The Pigeon Will Ride the Roller Coaster!
- Author: Mo Willems
- Cover artist: Willems
- Language: English
- Genre: Children's Book
- Published: September 6, 2022
- Publisher: Union Square Kids
- Publication place: United States
- Pages: 40
- ISBN: 978-1-4549-4686-1
- Preceded by: The Pigeon HAS to Go to School!
- Followed by: Don't Let the Pigeon Drive the Sleigh!

= The Pigeon Will Ride the Roller Coaster! =

2022 children's book by Mo Willems

The Pigeon Will Ride the Roller Coaster! is a 2022 children's book written and illustrated by Mo Willems.
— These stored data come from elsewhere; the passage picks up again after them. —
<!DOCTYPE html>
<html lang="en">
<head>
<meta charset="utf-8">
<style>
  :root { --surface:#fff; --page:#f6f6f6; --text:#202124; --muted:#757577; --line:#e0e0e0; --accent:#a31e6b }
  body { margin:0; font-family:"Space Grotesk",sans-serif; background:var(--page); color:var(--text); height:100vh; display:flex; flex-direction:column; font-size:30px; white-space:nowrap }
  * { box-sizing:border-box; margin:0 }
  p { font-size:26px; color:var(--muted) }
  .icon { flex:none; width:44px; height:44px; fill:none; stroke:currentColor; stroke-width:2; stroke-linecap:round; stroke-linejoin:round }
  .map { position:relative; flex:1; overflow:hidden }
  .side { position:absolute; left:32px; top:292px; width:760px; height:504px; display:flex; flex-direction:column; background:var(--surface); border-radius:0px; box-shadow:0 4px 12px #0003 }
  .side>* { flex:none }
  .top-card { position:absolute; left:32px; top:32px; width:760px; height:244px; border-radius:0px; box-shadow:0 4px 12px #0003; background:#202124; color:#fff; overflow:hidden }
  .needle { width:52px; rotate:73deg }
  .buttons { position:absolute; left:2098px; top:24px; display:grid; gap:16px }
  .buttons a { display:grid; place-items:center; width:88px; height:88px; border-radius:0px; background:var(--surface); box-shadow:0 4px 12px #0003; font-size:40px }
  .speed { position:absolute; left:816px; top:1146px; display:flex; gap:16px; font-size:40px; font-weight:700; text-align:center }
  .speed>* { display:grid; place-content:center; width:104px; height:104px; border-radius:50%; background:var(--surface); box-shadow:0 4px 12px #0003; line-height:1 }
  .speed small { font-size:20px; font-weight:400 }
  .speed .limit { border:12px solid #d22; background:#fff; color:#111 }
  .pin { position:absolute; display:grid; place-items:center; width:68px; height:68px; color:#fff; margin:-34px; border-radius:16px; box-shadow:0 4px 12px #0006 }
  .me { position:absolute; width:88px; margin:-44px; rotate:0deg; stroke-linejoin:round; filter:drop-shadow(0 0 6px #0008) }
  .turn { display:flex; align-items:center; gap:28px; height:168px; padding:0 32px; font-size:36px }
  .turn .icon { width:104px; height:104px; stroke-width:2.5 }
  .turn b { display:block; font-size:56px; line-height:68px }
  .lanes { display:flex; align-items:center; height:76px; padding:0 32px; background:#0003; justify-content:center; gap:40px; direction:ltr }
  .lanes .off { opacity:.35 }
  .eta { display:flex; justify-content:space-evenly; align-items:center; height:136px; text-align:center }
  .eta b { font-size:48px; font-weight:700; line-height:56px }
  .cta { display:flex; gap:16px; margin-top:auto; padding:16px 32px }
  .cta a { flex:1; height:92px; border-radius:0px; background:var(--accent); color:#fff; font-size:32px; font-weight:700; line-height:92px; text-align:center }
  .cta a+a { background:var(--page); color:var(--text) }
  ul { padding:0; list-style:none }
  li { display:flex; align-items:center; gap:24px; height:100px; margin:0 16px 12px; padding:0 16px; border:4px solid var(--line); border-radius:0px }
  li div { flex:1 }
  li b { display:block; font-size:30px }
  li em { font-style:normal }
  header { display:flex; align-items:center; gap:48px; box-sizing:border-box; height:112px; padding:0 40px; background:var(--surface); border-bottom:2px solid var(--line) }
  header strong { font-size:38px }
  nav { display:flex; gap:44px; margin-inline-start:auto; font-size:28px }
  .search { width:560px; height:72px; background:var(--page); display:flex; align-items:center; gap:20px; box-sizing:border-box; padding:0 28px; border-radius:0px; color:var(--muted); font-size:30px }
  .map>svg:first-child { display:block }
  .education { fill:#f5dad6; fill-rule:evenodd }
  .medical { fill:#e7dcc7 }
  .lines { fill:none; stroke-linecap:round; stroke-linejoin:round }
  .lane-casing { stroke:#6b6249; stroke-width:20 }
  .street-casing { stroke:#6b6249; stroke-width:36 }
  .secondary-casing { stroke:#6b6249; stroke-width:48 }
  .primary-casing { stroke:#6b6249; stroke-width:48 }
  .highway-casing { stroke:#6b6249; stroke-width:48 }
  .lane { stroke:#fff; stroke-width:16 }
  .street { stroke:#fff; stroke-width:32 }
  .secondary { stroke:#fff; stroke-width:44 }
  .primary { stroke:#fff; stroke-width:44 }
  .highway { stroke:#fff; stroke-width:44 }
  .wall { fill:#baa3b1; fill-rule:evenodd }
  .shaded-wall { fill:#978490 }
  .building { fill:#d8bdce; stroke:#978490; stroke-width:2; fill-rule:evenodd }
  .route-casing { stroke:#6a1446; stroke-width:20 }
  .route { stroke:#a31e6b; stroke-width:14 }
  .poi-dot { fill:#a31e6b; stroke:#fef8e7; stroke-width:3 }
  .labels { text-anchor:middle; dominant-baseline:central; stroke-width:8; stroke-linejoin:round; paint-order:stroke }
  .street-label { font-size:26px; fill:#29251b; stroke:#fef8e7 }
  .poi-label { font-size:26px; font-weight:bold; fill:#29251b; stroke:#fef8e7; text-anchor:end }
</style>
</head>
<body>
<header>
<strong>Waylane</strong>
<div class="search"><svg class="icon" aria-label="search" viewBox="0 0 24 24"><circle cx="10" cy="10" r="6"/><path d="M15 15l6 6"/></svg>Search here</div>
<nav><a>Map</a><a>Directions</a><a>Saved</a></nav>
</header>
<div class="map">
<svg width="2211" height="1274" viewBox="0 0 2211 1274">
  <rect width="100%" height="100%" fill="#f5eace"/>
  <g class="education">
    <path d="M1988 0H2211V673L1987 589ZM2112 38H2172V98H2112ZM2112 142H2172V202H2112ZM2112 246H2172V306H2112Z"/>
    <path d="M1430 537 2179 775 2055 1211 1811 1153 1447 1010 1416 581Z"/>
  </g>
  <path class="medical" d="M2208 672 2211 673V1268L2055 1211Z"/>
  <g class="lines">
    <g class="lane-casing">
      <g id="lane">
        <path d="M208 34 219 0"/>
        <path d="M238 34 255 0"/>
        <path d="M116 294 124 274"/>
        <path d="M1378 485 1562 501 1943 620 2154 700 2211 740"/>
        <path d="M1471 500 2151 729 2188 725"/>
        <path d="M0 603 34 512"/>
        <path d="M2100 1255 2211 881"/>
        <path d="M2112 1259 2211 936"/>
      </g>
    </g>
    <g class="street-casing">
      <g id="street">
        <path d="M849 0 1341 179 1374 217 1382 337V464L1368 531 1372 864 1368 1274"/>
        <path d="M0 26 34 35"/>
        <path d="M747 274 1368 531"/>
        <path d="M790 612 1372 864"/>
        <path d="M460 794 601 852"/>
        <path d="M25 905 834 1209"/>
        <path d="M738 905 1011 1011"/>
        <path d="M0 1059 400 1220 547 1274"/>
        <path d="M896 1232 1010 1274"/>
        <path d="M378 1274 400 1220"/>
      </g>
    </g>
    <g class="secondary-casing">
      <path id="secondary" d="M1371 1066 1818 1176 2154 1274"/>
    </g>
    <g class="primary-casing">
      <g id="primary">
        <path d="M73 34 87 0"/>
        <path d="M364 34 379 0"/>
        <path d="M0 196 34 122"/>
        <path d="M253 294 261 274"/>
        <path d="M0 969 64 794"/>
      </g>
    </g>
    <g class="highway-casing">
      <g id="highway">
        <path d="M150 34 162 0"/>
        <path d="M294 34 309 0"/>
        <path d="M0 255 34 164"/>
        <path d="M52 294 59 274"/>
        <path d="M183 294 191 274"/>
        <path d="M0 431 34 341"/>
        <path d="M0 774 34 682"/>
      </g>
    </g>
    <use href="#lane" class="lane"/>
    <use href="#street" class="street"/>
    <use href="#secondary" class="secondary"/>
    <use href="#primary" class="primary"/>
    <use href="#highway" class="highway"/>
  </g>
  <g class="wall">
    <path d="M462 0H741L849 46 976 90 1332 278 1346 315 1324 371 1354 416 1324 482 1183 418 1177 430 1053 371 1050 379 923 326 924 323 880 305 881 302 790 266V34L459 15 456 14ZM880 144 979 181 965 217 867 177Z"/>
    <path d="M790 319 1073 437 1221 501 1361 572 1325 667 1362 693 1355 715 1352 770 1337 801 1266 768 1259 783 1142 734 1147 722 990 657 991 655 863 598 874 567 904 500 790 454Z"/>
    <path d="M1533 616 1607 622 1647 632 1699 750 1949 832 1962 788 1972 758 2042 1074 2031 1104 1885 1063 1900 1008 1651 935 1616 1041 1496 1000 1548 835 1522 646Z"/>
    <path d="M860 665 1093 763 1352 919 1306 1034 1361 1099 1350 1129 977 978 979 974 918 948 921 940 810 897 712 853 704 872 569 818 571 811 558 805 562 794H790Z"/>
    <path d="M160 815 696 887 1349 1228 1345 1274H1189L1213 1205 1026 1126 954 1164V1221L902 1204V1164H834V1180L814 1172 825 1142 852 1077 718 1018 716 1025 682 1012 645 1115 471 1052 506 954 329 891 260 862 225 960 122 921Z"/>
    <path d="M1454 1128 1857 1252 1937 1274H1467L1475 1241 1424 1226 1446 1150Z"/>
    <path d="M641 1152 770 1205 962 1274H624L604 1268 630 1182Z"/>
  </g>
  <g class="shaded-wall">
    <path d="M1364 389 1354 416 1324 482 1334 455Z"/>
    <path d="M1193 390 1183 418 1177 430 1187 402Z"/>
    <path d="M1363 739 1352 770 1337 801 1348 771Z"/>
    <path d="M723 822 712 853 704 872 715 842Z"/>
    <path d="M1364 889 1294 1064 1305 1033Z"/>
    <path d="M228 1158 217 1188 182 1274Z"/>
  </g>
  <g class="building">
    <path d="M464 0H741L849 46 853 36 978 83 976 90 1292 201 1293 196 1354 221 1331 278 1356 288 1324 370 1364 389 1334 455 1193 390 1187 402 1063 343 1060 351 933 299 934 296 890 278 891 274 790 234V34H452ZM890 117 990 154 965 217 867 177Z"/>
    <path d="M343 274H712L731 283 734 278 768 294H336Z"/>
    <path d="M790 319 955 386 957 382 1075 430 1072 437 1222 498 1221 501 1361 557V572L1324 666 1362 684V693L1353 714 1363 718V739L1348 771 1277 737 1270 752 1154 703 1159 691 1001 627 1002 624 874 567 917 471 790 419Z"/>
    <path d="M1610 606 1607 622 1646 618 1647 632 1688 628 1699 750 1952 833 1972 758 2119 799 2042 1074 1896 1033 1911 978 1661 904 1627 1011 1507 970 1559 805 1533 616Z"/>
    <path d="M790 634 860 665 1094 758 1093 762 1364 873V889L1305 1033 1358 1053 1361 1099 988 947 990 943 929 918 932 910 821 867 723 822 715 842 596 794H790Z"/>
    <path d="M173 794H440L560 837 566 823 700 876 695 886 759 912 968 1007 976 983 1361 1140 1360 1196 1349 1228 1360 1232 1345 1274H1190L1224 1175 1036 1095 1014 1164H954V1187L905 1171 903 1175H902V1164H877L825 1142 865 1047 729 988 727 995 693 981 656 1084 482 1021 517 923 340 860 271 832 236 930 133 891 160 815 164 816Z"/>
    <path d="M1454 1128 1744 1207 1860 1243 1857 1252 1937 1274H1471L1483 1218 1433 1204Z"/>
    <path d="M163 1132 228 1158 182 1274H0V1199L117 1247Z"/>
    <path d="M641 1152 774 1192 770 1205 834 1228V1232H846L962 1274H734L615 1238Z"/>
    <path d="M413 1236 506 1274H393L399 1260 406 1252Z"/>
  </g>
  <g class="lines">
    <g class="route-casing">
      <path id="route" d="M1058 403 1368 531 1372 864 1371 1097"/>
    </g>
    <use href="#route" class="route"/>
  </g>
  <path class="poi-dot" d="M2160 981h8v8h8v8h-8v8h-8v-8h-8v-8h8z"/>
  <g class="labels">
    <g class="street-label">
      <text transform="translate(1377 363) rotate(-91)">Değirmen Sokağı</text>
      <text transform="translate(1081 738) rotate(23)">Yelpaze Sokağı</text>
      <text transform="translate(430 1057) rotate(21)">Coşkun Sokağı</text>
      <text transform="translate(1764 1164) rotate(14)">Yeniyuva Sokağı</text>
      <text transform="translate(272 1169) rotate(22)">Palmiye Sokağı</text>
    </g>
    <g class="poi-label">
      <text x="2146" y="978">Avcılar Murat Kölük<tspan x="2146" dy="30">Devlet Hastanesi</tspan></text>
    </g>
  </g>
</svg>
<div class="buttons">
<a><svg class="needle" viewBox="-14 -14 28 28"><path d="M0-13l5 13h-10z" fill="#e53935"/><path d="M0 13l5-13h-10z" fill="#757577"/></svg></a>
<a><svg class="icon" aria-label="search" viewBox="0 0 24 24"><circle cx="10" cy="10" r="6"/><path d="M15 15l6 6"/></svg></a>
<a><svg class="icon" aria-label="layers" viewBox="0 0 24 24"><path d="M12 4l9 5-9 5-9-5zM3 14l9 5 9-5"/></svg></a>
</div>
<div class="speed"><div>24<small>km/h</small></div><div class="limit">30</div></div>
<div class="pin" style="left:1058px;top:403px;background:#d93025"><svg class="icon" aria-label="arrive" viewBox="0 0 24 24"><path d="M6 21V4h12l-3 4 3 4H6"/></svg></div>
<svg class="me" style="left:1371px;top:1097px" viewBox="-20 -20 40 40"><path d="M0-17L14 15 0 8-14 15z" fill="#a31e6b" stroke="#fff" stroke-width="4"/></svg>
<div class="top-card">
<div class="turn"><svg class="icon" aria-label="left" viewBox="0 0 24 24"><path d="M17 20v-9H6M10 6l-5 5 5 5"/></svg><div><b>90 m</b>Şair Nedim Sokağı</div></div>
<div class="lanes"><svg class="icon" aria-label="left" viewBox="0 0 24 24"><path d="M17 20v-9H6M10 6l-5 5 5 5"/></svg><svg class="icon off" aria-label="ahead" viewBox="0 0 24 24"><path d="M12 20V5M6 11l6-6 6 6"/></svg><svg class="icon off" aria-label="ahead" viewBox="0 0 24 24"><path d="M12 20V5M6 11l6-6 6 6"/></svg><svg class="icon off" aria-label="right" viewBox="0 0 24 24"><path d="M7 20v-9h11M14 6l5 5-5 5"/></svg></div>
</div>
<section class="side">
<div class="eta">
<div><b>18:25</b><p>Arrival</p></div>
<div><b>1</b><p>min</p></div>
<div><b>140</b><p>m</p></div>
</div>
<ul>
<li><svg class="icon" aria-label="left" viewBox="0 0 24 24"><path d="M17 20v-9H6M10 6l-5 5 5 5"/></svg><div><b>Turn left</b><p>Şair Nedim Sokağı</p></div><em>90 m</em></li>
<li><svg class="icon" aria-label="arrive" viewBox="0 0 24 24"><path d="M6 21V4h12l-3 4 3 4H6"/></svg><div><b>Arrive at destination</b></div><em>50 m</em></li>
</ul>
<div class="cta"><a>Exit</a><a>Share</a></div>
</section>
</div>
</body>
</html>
It is about a pigeon who experiences a loop-de-loop of emotions before his first roller coaster ride.

==Reception==
The Pigeon Will Ride the Roller Coaster! is a New York Times and IndieBound bestseller.
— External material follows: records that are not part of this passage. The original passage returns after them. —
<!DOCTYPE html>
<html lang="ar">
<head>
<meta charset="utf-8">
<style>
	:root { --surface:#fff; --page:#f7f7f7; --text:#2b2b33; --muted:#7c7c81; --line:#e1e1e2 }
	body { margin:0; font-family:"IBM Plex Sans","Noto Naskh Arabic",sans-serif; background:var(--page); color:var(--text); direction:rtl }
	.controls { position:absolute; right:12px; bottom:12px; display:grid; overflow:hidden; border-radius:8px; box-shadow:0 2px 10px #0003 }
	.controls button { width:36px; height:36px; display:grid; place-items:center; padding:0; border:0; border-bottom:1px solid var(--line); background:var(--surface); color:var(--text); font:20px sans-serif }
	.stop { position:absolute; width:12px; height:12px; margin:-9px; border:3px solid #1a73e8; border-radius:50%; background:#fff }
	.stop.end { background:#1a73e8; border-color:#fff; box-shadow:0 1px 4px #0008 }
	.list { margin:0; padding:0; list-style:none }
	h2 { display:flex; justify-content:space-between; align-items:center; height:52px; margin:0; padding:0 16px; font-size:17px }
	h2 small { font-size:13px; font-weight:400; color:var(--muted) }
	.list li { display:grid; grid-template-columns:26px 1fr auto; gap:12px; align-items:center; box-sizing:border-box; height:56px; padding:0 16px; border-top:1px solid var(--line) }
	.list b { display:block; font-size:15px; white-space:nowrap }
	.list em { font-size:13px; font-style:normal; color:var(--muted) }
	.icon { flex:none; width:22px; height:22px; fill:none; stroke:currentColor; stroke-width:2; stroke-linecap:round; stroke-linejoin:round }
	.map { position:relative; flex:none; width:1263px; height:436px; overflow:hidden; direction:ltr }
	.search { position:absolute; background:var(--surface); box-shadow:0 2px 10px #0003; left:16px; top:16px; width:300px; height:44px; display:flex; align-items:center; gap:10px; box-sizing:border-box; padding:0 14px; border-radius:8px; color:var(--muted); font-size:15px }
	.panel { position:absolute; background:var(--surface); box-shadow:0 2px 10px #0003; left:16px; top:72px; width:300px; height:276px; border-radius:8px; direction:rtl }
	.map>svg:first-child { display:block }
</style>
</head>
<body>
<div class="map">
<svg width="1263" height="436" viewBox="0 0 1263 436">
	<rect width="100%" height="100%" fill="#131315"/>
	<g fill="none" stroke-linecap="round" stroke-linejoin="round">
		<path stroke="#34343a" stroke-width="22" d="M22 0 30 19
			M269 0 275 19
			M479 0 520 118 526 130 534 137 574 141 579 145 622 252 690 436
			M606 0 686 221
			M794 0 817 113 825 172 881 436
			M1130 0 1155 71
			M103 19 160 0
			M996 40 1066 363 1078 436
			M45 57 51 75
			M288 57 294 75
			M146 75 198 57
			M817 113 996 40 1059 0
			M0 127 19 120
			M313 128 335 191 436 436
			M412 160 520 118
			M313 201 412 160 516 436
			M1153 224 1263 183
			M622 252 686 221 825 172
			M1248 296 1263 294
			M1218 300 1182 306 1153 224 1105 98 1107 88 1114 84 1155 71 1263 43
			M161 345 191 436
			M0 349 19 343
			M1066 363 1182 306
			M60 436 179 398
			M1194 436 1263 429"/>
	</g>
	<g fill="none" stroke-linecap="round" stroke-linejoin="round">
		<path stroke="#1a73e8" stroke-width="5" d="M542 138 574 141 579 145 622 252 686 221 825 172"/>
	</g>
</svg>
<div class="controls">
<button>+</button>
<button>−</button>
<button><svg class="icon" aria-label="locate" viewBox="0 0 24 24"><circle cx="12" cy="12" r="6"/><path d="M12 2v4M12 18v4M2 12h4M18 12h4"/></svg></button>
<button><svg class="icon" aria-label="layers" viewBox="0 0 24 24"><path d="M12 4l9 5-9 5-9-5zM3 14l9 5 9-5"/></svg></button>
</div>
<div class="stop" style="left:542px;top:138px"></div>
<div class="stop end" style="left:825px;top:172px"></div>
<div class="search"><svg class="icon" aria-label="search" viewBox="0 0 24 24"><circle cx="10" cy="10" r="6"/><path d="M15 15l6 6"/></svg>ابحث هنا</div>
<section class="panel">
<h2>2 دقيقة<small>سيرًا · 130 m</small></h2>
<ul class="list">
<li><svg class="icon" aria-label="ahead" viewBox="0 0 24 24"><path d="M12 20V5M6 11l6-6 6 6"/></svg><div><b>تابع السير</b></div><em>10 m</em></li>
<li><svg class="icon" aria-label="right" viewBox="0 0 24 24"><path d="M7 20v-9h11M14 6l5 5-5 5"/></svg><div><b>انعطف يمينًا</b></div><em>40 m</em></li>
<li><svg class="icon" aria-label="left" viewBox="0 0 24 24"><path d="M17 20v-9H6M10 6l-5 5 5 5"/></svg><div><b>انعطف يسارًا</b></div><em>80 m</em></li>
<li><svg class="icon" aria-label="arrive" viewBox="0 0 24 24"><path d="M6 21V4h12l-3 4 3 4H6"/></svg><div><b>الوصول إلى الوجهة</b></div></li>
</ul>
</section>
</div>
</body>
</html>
The book received a starred review from Booklist, who highlighted the book's illustrations: "Willems’ spare illustrations put the spotlight right where it belongs, on Pigeon’s incredibly expressive body language, flapping and flopping through the comic panels." Kirkus Reviews wrote, "Roller-coaster enthusiasts or not, children will eagerly join our intrepid hero on this entertaining ride." Further, they noted, "Willems’ trademark droll illustrations will have readers giggling."

The book was nominated for the 2023 Eisner Award for Best Publication for Early Readers.

==Adaptation==
In 2023, Weston Woods Studios released an animated short based on The Pigeon Will Ride the Roller Coaster! narrated by Willems and directed by Pete List.